Check every line of the entries for the string "from" and return the ones that contain it.
─── DATA FOR REVIEW ───
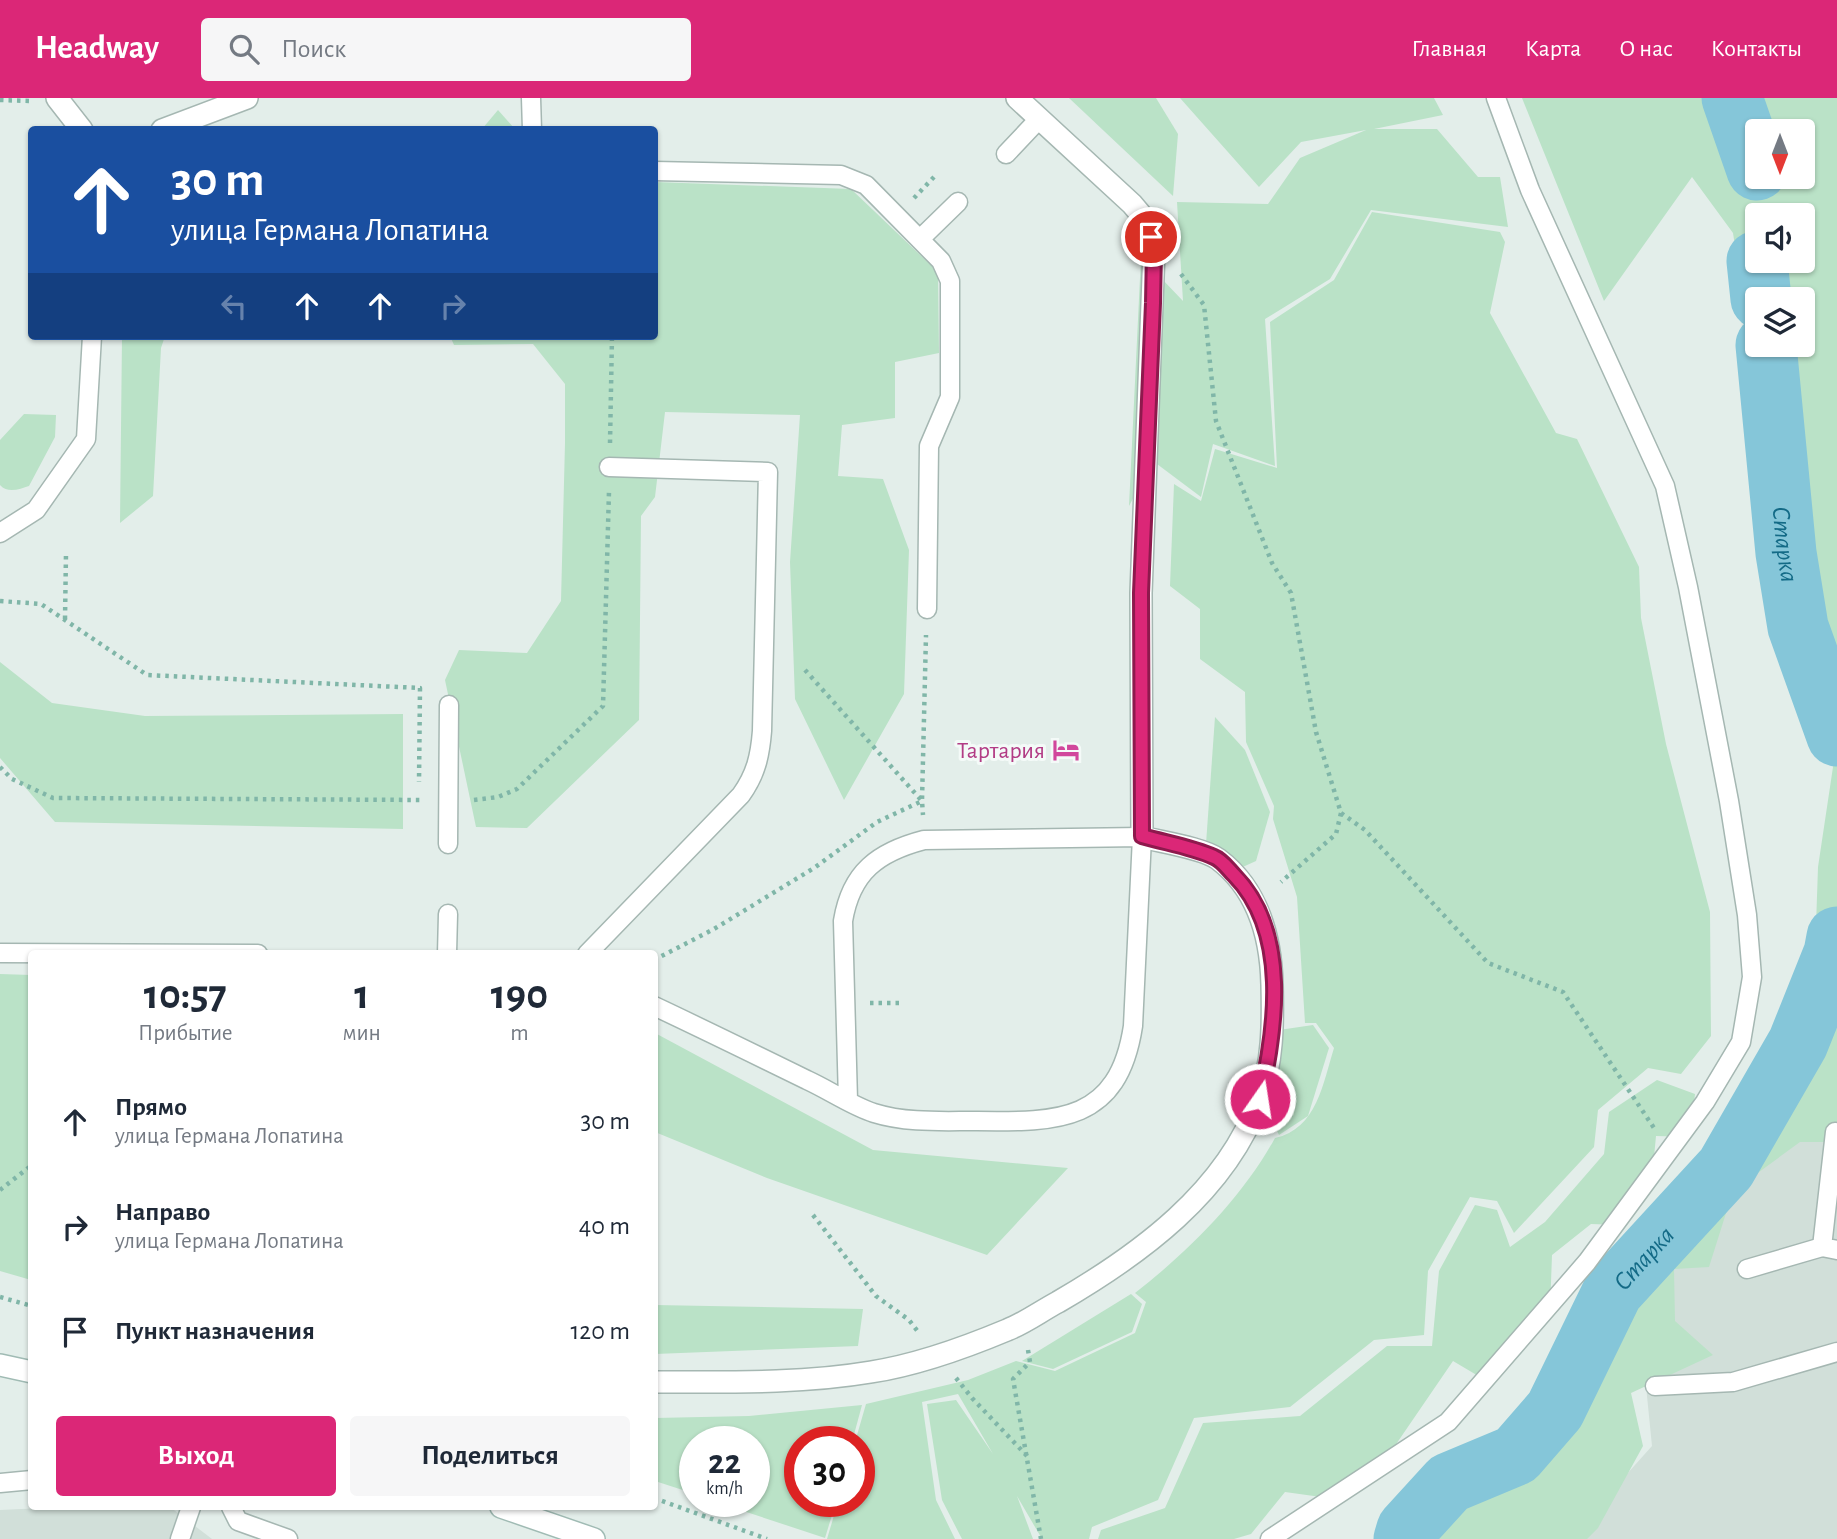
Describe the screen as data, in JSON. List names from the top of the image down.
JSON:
───
─── DATA FOR REVIEW ───
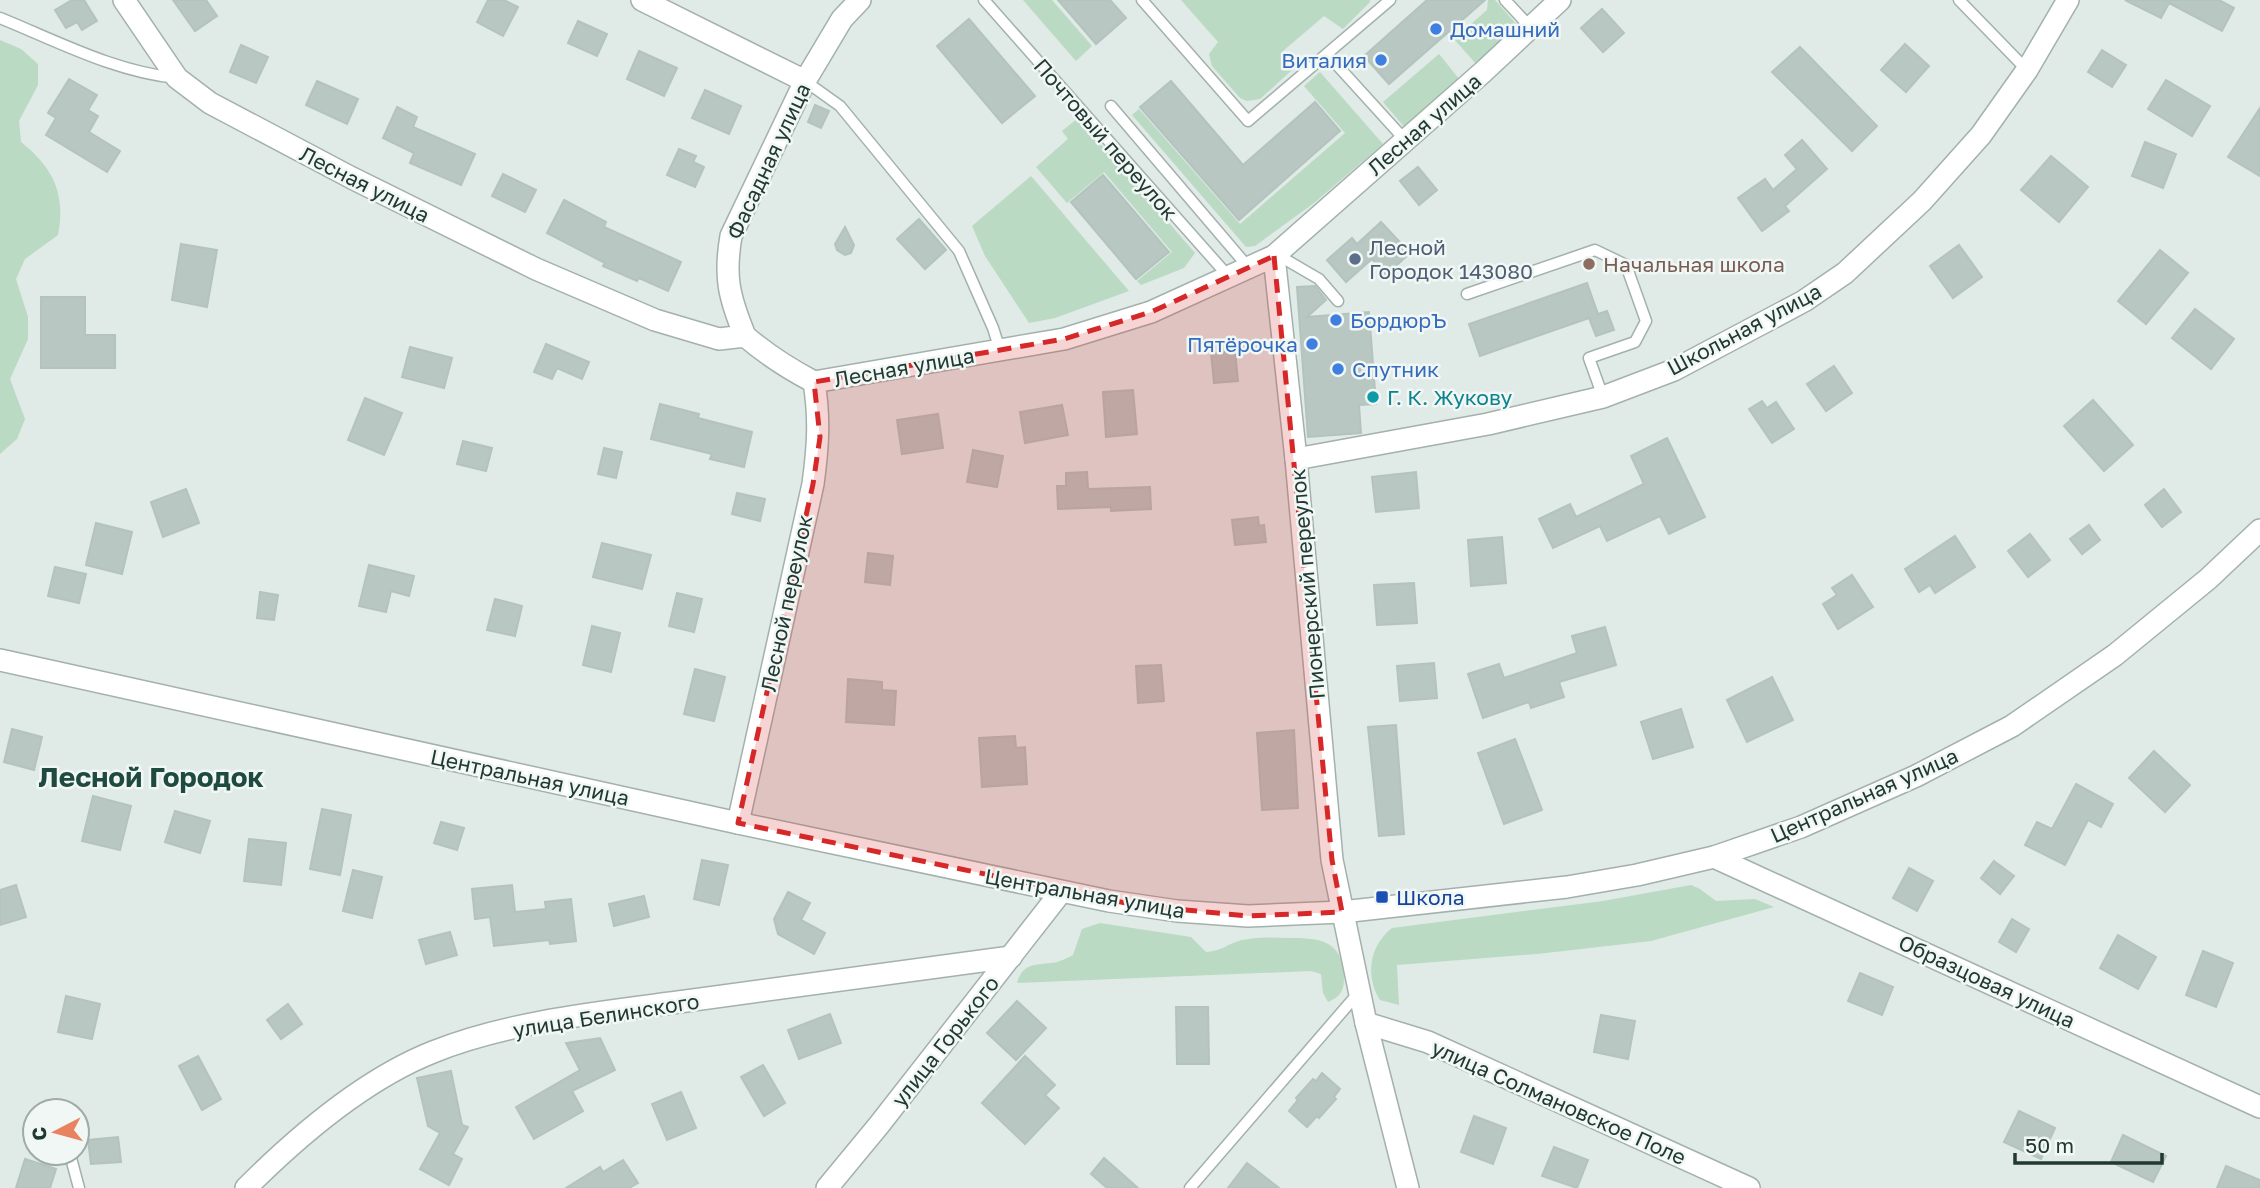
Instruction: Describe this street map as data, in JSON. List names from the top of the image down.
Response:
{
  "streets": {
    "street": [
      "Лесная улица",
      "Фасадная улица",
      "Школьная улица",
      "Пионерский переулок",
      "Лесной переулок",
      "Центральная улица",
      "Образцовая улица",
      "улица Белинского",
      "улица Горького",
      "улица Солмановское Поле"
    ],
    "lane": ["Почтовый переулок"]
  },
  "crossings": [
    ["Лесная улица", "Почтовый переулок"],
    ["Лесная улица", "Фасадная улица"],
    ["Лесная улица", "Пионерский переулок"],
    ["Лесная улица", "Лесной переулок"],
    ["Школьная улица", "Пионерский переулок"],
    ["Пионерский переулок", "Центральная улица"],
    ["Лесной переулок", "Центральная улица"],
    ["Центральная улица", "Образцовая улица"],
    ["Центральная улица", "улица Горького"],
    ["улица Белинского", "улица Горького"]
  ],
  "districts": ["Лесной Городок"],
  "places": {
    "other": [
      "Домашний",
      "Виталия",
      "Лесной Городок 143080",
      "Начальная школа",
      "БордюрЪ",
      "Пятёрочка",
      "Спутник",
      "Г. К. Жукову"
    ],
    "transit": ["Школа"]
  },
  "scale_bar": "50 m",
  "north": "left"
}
───
─── DATA FOR REVIEW ───
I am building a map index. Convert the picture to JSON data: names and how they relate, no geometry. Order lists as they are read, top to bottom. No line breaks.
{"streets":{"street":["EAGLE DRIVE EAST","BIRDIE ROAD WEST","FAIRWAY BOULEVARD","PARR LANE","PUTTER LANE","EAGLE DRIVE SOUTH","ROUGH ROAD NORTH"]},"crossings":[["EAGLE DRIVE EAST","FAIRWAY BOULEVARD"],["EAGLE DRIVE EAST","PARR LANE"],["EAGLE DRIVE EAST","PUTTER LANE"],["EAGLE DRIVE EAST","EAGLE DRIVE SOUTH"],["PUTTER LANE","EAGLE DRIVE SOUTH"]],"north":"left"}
───
__EXPECTED OUTPUT__
Describe the screen as data, in JSON. List names from the top of the image down.
Instruction: Describe this street map as data, in JSON. List names from the top of the image down.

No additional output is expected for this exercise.